━━━ DATA EXCERPTS ━━━

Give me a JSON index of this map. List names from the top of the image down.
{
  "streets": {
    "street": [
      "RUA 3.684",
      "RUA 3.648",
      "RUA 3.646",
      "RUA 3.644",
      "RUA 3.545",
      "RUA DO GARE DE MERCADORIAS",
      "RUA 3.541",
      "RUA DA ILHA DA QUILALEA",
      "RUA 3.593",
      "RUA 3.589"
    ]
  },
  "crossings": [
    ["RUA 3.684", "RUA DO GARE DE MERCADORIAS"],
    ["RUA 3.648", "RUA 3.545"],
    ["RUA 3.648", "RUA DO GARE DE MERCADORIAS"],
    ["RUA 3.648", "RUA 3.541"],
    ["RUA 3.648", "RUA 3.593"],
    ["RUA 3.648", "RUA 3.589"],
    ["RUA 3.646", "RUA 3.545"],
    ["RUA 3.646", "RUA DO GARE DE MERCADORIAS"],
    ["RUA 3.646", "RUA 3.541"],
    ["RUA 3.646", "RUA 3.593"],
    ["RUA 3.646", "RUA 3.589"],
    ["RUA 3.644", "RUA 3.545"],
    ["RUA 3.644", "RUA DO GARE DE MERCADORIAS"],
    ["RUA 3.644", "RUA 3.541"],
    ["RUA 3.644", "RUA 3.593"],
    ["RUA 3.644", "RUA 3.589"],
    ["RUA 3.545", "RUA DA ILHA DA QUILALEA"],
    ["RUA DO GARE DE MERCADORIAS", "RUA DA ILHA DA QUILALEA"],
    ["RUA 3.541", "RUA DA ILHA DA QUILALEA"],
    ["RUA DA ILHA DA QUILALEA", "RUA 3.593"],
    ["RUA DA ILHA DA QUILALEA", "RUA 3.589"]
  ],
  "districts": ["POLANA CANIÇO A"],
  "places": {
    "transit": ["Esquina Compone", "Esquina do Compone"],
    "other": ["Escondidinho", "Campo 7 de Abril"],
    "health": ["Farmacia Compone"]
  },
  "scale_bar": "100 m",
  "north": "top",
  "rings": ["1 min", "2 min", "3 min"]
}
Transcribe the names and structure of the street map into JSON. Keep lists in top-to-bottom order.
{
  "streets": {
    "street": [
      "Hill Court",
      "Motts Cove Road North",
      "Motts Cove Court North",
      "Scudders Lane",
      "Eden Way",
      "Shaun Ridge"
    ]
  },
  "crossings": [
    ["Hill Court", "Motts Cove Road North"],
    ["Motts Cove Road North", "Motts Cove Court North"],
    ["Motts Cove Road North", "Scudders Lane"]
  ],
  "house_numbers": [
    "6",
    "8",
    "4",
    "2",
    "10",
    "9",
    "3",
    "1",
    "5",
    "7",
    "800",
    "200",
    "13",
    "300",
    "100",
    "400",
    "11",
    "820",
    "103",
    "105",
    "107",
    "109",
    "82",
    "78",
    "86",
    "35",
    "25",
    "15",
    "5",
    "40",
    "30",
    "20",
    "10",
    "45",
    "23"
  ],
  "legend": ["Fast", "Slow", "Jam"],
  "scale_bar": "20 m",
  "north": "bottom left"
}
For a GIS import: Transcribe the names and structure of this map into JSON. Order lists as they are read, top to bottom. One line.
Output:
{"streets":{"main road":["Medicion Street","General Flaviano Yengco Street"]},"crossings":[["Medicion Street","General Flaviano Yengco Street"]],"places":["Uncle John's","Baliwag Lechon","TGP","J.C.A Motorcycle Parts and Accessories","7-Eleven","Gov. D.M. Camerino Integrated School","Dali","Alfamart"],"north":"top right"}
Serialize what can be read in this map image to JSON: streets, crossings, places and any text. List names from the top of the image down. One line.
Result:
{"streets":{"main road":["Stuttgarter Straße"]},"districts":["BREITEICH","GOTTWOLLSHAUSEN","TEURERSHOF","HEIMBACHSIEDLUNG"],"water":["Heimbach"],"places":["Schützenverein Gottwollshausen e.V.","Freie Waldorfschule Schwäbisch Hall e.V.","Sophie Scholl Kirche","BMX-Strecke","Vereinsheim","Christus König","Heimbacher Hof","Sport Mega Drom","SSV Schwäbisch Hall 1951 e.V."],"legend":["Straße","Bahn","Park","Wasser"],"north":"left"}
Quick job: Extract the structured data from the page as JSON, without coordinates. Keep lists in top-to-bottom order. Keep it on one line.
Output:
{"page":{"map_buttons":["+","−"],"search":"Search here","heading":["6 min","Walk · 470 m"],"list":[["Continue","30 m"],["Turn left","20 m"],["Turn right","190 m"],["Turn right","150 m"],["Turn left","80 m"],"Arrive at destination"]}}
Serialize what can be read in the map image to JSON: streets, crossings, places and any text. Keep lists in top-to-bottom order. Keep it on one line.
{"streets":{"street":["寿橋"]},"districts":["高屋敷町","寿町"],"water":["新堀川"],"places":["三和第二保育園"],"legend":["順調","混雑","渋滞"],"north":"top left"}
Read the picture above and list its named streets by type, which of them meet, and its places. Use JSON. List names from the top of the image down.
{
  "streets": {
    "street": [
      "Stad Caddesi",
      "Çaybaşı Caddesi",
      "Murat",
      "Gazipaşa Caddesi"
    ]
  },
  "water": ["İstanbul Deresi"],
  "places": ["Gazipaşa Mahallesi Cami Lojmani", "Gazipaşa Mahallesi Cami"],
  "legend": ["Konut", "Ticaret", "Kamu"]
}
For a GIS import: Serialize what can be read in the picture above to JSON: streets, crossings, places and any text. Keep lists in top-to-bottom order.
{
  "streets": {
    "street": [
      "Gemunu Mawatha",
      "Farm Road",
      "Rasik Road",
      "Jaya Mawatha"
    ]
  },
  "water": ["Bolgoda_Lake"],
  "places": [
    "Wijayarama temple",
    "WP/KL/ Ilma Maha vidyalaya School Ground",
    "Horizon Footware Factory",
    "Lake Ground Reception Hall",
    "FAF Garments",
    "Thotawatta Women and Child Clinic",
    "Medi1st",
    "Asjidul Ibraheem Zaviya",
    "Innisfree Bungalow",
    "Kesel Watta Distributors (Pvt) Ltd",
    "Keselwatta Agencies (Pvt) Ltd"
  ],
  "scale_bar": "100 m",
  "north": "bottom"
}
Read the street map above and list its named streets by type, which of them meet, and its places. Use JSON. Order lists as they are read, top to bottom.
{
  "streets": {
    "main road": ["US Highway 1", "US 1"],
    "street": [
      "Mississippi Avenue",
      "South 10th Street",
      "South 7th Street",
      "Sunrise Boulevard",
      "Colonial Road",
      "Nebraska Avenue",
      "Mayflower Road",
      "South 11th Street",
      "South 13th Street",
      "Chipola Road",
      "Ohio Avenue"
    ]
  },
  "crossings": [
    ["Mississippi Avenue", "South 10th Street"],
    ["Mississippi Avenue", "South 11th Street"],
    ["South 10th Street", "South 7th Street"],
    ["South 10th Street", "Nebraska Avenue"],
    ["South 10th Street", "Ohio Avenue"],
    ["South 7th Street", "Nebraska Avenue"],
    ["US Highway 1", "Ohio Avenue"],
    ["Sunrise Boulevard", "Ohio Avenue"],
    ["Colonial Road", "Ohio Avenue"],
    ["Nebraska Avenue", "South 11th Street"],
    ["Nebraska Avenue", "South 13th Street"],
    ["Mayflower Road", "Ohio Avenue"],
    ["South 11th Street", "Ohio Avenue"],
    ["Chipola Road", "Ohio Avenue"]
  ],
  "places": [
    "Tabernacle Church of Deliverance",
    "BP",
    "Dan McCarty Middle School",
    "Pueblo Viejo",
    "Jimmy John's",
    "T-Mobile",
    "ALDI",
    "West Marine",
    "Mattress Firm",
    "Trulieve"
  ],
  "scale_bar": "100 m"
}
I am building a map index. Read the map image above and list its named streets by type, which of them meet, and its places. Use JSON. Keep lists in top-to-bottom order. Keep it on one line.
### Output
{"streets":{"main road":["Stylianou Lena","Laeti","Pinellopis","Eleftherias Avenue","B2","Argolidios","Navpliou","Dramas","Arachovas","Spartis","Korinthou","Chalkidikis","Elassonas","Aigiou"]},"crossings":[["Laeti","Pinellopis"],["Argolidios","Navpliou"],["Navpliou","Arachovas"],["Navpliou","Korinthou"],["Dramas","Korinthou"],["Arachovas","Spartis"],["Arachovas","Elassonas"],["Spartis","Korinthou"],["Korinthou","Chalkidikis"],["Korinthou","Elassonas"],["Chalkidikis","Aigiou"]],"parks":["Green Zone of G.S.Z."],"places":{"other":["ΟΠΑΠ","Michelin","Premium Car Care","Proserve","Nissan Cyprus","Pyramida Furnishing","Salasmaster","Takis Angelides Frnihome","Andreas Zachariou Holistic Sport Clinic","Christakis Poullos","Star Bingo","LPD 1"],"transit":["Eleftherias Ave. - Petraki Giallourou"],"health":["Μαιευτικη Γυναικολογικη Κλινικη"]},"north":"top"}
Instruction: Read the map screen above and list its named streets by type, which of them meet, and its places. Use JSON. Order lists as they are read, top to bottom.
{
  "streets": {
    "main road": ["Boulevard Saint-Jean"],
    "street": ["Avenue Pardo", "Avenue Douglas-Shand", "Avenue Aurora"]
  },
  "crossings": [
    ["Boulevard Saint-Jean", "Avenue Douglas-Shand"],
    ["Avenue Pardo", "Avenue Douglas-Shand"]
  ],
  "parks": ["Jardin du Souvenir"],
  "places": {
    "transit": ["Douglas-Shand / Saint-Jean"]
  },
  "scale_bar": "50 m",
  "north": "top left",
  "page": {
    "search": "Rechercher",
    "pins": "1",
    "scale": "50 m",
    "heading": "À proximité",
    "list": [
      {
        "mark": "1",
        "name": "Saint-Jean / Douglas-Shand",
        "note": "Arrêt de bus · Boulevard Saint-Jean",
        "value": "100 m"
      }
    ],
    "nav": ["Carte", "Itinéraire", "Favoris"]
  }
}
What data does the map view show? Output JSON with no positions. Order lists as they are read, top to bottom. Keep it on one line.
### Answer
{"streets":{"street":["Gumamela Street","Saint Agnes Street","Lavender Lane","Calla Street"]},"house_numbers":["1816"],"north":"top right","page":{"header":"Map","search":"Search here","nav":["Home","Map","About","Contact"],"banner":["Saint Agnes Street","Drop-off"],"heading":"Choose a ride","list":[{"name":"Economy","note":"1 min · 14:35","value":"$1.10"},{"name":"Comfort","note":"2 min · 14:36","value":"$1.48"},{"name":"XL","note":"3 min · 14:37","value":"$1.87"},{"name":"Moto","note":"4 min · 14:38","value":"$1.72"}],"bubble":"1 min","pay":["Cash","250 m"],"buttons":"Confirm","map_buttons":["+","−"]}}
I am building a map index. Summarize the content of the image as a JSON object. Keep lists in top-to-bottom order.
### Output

━━━

Only the lines from the one holding "What data does" through the end of the records should appear in the answer, each repeated exactly.

What data does the map view show? Output JSON with no positions. Order lists as they are read, top to bottom. Keep it on one line.
### Answer
{"streets":{"street":["Gumamela Street","Saint Agnes Street","Lavender Lane","Calla Street"]},"house_numbers":["1816"],"north":"top right","page":{"header":"Map","search":"Search here","nav":["Home","Map","About","Contact"],"banner":["Saint Agnes Street","Drop-off"],"heading":"Choose a ride","list":[{"name":"Economy","note":"1 min · 14:35","value":"$1.10"},{"name":"Comfort","note":"2 min · 14:36","value":"$1.48"},{"name":"XL","note":"3 min · 14:37","value":"$1.87"},{"name":"Moto","note":"4 min · 14:38","value":"$1.72"}],"bubble":"1 min","pay":["Cash","250 m"],"buttons":"Confirm","map_buttons":["+","−"]}}
I am building a map index. Summarize the content of the image as a JSON object. Keep lists in top-to-bottom order.
### Output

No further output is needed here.